3. Don’t ask for a letter of recommendation from someone that does not know you well.

Medical schools do not want a letter that simply states what grade you got in your biochemistry class. They can already see that on your transcript. They want to know more about your competencies. What competencies are they looking for? You can find them here: https://www.aamc.org/initiatives/admissionsinitiative/competencies. If your letter writers can’t talk about these things then that letter is not enhancing your application.

4. Don’t take the MCAT without having adequately prepared for it.

This is not a test you can take without a considerable amount of study time, even if you are good at standardized tests. With so much riding on this test, do you really want to gamble with it?

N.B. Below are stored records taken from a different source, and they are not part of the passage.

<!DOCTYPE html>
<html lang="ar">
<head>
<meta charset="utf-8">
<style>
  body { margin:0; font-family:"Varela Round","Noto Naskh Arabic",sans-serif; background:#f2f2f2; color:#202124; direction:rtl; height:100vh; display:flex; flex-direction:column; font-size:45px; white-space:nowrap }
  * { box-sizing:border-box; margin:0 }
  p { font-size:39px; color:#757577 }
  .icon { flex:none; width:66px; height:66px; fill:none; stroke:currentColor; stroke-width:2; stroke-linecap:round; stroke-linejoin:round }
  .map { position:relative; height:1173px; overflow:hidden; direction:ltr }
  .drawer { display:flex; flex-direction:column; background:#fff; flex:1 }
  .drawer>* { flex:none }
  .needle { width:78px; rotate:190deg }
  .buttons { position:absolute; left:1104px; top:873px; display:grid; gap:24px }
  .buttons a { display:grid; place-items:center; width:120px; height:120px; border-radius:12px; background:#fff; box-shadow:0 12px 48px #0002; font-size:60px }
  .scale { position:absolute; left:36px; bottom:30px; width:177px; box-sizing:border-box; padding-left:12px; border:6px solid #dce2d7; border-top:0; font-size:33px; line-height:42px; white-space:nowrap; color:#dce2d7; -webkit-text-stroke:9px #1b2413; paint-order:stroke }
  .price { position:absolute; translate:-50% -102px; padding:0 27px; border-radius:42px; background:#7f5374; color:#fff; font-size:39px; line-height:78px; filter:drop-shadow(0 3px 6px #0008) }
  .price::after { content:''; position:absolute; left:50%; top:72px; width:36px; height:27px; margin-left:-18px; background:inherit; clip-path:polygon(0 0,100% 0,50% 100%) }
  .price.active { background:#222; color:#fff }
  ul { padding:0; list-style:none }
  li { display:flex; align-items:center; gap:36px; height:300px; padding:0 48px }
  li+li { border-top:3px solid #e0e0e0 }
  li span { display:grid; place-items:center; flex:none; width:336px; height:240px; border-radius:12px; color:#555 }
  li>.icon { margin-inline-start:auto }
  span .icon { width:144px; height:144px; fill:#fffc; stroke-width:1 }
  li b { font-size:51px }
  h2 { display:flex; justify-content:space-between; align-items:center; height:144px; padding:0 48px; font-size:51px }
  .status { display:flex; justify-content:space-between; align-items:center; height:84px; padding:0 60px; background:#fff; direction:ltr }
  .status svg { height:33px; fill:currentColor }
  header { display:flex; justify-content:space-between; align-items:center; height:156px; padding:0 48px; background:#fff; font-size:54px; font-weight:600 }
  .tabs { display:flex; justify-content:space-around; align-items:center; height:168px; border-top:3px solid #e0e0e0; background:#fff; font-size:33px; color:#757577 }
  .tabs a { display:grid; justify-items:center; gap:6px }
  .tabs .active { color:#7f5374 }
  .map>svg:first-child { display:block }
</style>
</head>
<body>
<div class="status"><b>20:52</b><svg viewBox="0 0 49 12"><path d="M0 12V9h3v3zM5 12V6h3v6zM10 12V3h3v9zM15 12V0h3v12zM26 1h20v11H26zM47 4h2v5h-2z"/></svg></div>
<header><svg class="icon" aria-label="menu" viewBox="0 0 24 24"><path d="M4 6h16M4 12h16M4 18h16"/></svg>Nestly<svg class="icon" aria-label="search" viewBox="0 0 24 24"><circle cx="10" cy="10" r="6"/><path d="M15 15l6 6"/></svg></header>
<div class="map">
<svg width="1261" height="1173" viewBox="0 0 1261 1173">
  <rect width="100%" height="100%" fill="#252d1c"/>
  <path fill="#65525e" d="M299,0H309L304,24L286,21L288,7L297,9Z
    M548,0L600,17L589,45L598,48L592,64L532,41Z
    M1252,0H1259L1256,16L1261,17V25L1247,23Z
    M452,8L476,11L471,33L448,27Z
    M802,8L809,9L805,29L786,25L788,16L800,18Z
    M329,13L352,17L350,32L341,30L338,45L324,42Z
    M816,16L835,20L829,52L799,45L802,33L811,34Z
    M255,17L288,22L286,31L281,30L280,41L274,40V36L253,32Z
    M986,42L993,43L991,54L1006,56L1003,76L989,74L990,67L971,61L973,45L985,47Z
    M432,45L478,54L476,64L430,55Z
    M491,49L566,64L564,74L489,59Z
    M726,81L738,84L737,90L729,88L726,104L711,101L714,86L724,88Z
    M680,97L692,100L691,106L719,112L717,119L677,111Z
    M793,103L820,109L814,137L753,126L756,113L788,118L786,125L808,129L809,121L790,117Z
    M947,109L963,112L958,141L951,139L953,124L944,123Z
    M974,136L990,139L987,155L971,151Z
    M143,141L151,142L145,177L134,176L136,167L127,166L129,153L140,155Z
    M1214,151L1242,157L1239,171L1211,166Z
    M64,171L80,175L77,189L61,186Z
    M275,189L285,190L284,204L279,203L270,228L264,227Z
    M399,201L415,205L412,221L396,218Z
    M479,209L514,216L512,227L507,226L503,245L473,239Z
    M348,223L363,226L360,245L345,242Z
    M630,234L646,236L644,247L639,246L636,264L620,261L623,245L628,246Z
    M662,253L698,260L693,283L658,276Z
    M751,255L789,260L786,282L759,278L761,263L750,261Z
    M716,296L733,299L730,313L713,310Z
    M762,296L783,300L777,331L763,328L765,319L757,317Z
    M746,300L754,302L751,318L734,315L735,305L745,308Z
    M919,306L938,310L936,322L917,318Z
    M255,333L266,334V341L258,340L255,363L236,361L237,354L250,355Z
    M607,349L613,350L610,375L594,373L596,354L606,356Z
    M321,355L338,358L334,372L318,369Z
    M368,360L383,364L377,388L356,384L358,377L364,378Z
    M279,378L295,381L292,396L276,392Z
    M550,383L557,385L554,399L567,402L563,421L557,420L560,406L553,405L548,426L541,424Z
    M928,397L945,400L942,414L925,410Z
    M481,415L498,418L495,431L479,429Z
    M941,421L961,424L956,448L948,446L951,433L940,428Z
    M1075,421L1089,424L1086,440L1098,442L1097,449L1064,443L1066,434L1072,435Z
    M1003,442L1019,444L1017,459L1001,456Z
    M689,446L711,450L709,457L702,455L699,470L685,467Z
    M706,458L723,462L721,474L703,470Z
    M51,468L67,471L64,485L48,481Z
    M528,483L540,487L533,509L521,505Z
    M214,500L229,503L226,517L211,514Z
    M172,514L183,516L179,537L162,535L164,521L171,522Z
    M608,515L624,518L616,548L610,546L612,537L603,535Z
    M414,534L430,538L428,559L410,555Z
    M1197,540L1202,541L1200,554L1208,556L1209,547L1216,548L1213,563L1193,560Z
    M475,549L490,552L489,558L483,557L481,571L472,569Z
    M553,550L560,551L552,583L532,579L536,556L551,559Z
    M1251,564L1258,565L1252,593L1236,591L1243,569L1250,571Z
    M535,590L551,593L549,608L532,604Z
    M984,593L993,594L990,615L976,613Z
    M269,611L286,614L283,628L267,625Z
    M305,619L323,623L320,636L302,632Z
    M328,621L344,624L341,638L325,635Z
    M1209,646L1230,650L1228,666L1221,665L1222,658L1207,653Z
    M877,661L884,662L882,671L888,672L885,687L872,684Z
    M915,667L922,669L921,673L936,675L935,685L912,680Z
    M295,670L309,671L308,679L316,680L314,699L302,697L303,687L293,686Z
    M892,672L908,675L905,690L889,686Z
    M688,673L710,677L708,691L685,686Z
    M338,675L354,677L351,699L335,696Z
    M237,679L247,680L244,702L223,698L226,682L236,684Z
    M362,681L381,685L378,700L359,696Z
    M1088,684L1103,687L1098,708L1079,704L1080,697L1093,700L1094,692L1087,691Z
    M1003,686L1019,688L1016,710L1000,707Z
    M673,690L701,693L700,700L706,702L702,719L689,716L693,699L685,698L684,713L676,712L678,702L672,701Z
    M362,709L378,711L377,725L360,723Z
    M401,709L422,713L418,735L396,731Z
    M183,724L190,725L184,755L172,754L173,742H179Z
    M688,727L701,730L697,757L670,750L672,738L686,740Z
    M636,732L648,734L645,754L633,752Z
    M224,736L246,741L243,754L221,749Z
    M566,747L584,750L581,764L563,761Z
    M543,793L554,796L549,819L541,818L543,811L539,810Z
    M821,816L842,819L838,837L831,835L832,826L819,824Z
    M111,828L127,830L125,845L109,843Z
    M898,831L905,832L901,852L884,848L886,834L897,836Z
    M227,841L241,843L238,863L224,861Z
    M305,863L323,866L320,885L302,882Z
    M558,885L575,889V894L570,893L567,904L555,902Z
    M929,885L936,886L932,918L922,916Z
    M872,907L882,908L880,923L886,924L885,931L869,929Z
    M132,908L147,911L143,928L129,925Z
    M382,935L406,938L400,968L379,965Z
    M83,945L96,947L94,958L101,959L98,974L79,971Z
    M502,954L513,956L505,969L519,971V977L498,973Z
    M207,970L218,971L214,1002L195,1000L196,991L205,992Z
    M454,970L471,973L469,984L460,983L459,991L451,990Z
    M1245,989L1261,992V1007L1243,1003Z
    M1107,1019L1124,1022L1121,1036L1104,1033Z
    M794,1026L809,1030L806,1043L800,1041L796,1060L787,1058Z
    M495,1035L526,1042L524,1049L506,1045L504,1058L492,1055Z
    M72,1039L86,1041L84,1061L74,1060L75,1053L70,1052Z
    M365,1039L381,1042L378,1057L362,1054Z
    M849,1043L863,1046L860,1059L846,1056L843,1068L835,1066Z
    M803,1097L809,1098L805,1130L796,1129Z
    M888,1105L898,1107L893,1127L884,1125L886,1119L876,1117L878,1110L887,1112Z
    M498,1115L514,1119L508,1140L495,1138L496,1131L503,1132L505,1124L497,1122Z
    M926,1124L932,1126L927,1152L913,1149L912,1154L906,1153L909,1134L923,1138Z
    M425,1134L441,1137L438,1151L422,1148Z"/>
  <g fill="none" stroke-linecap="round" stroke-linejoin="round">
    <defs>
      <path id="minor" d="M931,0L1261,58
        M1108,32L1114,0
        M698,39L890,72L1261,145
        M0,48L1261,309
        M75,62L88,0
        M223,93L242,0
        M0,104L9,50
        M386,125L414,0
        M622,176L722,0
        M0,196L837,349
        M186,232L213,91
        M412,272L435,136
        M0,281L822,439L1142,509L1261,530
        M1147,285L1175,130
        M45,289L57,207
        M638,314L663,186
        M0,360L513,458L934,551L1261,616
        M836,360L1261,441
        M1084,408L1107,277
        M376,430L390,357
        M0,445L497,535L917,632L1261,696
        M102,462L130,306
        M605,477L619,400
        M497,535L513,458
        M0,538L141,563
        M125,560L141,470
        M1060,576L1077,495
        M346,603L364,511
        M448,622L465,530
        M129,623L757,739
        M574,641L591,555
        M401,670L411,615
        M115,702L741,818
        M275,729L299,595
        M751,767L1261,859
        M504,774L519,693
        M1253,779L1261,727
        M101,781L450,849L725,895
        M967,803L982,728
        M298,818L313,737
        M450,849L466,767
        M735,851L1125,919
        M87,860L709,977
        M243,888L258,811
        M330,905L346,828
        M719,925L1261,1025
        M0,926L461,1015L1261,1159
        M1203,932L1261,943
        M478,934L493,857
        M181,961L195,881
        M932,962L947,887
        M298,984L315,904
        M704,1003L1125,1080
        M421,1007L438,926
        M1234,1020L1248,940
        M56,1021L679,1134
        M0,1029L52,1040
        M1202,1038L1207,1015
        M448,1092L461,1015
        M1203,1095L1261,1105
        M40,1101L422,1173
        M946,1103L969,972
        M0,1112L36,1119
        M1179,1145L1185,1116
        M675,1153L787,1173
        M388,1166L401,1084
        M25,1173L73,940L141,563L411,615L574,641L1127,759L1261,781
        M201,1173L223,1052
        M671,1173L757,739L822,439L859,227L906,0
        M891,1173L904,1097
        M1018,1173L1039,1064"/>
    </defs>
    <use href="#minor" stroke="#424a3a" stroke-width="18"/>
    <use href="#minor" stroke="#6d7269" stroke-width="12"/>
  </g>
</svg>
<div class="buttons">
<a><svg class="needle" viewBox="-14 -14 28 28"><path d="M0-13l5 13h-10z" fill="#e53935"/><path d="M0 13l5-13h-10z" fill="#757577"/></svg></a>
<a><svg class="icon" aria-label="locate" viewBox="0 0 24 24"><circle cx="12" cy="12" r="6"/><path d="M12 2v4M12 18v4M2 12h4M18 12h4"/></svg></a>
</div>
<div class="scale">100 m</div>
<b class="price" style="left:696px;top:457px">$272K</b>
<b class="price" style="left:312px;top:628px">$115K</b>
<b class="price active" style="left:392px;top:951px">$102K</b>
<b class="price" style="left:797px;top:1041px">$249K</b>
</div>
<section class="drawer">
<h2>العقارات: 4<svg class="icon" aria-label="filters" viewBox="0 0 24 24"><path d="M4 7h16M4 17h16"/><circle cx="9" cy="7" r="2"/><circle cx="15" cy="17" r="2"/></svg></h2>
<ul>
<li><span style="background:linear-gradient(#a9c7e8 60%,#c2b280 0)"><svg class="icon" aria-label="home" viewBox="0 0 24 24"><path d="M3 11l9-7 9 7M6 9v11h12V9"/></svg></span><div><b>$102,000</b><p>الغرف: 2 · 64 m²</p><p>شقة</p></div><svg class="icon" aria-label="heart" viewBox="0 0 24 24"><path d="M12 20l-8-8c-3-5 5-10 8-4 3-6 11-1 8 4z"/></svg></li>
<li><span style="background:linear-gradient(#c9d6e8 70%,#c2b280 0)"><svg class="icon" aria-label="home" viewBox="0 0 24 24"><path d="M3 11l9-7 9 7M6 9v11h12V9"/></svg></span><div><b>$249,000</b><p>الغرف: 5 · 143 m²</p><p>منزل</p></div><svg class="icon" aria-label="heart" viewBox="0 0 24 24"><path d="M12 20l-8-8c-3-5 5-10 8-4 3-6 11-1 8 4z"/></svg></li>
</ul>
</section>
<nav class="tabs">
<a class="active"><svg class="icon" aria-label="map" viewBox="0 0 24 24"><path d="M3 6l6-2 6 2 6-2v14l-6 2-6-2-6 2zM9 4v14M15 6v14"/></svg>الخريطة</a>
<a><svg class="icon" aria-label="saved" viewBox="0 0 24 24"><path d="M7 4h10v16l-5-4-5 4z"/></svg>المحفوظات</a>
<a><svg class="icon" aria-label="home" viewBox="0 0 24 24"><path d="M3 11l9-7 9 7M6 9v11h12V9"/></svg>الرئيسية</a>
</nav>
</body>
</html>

The average student studies anywhere from six months to one year for the MCAT, so planning to study for two weeks after classes end in Spring in order to take the test at the end of May is probably not going to work out well. If you know your class schedule is not going to allow for you to study much for the MCAT, you might want to reconsider your application timeline.

5. Don’t be afraid to take a gap year.

If you are applying between your junior and senior years, you will be applying with 25% of your academic profile missing. Why? You don’t have grades for your senior year courses. In addition to that, the average age for student accepted into medical school is 24, not when you graduate at 22.  So your competition not only has a complete academic profile, they also have post-graduation experiences enhancing their applications. It takes time to become a competitive applicant, so if you have awesome internships, research projects, or other experiences lined up for your senior year, you should consider applying after those are completed so that they can be enhancements to your application. The road to becoming a physician is a marathon, not a sprint.